Page last updated at 11:39 GMT, Friday, 29 May 2009 12:39 UK

Ministers face budget reduction

Holyrood chamber
The Scottish Government will be forced to make difficult spending decisions

The Scottish Government faces annual budget cuts of at least 2% from the year after next, according to its own official advisers.

The BBC has learned that ministers are being told of the impact of UK Government borrowing to combat the impact of recession.

This will feed through to force difficult spending decisions in Scotland.

Implementation would be required just before the next Holyrood election.

That assessment is in line with an academic analysis by Glasgow economists.

But it is the first admission that the Scottish administration is preparing for cuts.

Business surveys

Until now, the emphasis from SNP ministers at Holyrood has been their objections to the Labour-run Treasury's timing of the expected squeeze on public spending, at a time when the Scottish economy may be struggling back into recovery.

The private warning of cuts comes as the Scottish administration's chief economic adviser publishes a downbeat assessment of Scotland's prospects through the downturn.

Credit cards
Holyrood will soon hear business opinion on the availability of credit

Dr Andrew Goudie said it was unlikely there would be a return to growth until next year.

Current evidence suggests the rate of decline may be slowing, but business surveys are inconclusive about prospects of returning to growth soon.

Dr Goudie said unemployment would continue to rise through next year, and that financial markets were going to take longer to stabilise than previously thought.

His outlook is more pessimistic than the UK Treasury's assessment, and closer to independent forecasting and that of the International Monetary Fund.

His assessment is that Scotland shows few signs of being protected from the recession affecting other developed nations.

It was thought the nation might face a less harsh decline because it had less of a property price bubble, and it has a higher proportion of public sector workers.

With £500m due to be slashed from next year's budget and further potential cuts on the way, no one should underestimate the seriousness of the situation
John Swinney
Finance Minister

However, the evidence is that its rate of decline has been very close to that of the UK as a whole, if not worse.

Finance Secretary John Swinney said: "This publication adds to the evidence which demonstrates the scale of the economic challenge we face.

"The global downturn is clearly impacting on many areas of the Scottish economy and on the daily lives of Scottish people.

"There are some tentative signs that the rate of decline may be slowing and Scotland continues to show inherent strengths in areas like energy - but the speed, pace and timing of the recovery remains unclear.

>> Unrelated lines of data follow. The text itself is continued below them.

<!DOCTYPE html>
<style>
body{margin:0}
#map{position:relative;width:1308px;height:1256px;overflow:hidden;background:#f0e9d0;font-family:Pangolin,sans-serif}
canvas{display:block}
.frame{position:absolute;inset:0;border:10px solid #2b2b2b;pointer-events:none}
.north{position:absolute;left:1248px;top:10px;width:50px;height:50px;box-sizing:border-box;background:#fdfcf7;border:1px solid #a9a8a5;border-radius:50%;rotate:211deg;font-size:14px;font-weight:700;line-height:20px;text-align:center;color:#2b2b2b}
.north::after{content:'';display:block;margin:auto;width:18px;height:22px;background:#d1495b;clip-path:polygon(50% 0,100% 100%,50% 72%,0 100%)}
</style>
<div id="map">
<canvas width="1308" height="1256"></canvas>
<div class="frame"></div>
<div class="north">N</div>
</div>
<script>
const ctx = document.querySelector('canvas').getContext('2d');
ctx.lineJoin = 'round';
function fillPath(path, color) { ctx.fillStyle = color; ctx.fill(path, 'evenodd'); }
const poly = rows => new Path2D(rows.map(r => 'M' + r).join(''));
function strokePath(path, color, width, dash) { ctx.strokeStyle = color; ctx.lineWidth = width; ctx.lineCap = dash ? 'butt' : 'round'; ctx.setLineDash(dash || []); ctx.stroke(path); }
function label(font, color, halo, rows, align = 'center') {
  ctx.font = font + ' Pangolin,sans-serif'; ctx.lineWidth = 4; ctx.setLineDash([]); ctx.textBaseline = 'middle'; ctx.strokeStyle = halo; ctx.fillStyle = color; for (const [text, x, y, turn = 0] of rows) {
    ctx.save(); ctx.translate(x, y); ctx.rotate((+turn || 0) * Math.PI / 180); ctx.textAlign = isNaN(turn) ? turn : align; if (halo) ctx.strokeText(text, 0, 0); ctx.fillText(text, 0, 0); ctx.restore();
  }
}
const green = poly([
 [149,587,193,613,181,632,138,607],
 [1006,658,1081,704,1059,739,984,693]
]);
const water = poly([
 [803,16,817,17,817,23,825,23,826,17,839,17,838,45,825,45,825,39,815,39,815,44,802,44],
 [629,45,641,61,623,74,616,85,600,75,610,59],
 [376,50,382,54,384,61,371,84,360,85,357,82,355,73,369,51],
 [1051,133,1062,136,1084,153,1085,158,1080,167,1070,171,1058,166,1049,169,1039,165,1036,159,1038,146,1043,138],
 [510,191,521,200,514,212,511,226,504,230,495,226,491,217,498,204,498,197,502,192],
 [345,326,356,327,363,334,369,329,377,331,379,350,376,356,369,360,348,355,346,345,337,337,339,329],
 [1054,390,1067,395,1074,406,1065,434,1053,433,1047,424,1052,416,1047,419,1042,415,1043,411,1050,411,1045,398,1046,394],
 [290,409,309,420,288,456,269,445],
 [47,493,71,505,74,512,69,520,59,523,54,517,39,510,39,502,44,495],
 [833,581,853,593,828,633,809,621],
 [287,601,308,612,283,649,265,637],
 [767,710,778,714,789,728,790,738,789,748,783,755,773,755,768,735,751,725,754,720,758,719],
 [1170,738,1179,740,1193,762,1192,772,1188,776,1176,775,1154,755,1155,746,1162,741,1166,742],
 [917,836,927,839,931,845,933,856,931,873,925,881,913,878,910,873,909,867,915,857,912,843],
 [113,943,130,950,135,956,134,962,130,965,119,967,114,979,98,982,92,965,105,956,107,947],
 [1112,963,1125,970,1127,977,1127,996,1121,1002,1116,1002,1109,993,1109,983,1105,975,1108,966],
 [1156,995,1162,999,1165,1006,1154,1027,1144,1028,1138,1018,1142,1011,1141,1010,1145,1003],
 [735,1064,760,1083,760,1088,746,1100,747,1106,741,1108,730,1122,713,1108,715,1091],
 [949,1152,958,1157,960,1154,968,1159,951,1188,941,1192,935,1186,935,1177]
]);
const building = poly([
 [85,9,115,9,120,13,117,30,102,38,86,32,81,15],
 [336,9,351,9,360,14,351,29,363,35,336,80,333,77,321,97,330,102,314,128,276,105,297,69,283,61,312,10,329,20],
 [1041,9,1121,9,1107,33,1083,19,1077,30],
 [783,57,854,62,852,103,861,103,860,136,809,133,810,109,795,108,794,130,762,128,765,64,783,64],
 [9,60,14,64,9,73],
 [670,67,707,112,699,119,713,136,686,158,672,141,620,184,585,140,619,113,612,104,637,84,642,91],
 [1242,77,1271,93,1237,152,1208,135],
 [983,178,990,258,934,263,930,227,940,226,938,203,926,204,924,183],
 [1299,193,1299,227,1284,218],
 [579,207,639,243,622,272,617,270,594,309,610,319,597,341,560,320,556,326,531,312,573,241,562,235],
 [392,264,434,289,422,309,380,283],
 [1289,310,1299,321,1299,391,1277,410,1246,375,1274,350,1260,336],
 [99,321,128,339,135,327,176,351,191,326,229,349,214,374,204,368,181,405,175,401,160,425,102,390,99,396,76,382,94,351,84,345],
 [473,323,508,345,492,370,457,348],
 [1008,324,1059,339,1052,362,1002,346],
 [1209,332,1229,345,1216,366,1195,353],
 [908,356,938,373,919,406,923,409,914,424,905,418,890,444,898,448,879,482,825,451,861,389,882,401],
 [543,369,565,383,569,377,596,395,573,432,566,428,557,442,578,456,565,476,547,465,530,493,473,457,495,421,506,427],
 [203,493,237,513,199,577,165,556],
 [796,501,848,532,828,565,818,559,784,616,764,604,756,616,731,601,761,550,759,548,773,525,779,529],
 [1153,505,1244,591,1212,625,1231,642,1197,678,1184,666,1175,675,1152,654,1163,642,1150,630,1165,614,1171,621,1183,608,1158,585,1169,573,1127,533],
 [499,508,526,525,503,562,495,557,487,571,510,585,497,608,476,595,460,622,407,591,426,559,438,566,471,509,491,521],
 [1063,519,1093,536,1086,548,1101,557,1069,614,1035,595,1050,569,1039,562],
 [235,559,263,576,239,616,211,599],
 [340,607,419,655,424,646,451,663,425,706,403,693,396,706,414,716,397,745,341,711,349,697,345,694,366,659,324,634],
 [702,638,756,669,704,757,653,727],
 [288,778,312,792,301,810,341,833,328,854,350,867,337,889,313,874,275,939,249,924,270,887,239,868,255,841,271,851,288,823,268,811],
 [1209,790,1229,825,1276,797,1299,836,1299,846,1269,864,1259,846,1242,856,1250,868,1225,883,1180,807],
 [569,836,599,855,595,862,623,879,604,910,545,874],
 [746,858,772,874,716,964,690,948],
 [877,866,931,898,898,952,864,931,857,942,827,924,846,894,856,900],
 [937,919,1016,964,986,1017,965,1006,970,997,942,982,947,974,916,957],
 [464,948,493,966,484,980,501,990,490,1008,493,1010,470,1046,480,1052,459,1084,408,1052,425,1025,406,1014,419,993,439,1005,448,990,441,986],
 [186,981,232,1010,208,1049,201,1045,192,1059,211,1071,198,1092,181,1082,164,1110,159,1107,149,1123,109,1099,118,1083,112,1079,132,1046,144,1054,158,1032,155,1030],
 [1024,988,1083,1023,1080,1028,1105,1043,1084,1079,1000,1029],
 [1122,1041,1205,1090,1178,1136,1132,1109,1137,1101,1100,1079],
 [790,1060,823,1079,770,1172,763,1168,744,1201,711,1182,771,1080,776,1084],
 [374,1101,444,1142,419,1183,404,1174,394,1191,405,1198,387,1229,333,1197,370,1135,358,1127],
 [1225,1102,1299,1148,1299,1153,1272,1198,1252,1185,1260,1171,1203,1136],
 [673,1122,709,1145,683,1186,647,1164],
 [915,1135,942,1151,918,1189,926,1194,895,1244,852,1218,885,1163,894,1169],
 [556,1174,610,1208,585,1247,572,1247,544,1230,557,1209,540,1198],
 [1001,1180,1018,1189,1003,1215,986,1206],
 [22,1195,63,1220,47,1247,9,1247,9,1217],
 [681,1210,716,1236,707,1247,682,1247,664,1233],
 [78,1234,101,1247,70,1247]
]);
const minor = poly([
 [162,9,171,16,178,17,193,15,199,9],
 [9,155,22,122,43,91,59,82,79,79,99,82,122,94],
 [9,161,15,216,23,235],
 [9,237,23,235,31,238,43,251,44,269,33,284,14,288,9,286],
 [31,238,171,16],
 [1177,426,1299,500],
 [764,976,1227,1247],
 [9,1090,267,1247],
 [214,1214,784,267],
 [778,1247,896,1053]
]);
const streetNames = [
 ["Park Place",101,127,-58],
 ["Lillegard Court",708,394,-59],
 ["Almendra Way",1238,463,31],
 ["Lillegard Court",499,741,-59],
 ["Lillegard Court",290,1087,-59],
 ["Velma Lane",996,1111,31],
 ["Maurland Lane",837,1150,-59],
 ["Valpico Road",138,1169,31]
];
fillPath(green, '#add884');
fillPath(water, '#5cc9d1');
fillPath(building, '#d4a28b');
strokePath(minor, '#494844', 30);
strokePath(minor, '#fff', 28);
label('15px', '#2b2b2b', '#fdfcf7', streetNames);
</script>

"With £500m due to be slashed from next year's budget and further potential cuts on the way, no one should underestimate the seriousness of the situation."

Credit shortage

With UK income falling in the first three months of this year by 1.9%, the Scottish figures are yet to be published, but they are expected to be as steep.

Although evidence is sketchy, the Scottish Government has some evidence that the areas of Scotland worst affected by recession so far are Lanarkshire manufacturing and the Lothians' finance sector.

Manufacturing exports have been particularly hard hit, with a 9.6% fall in the final quarter of last year.

The Holyrood administration has surveyed business opinion on the availability of credit, and those findings are soon to be published.

But the assessment of data already available is that the shortage of credit may have been replaced by slack demand for credit, as companies avoid risk and investment.

Analysis of workforce figures from the start of recession in the middle of last year found Scottish women's employment was harder hit than men's.

This was partly because part-time workers - predominantly women, many of them in retail - were among the first to be shed.

The decline in those counted as employed or looking for work is best explained by about 20,000 women withdrawing from the workforce during the year to March, and not making themselves available for work.

However that gender imbalance from the early stages of recession appears to have evened out in more recent months.

Compared with the rest of the UK, Scotland has lost people from the workforce at a faster rate than most other areas, but its unemployment rate has risen by a relatively low rate.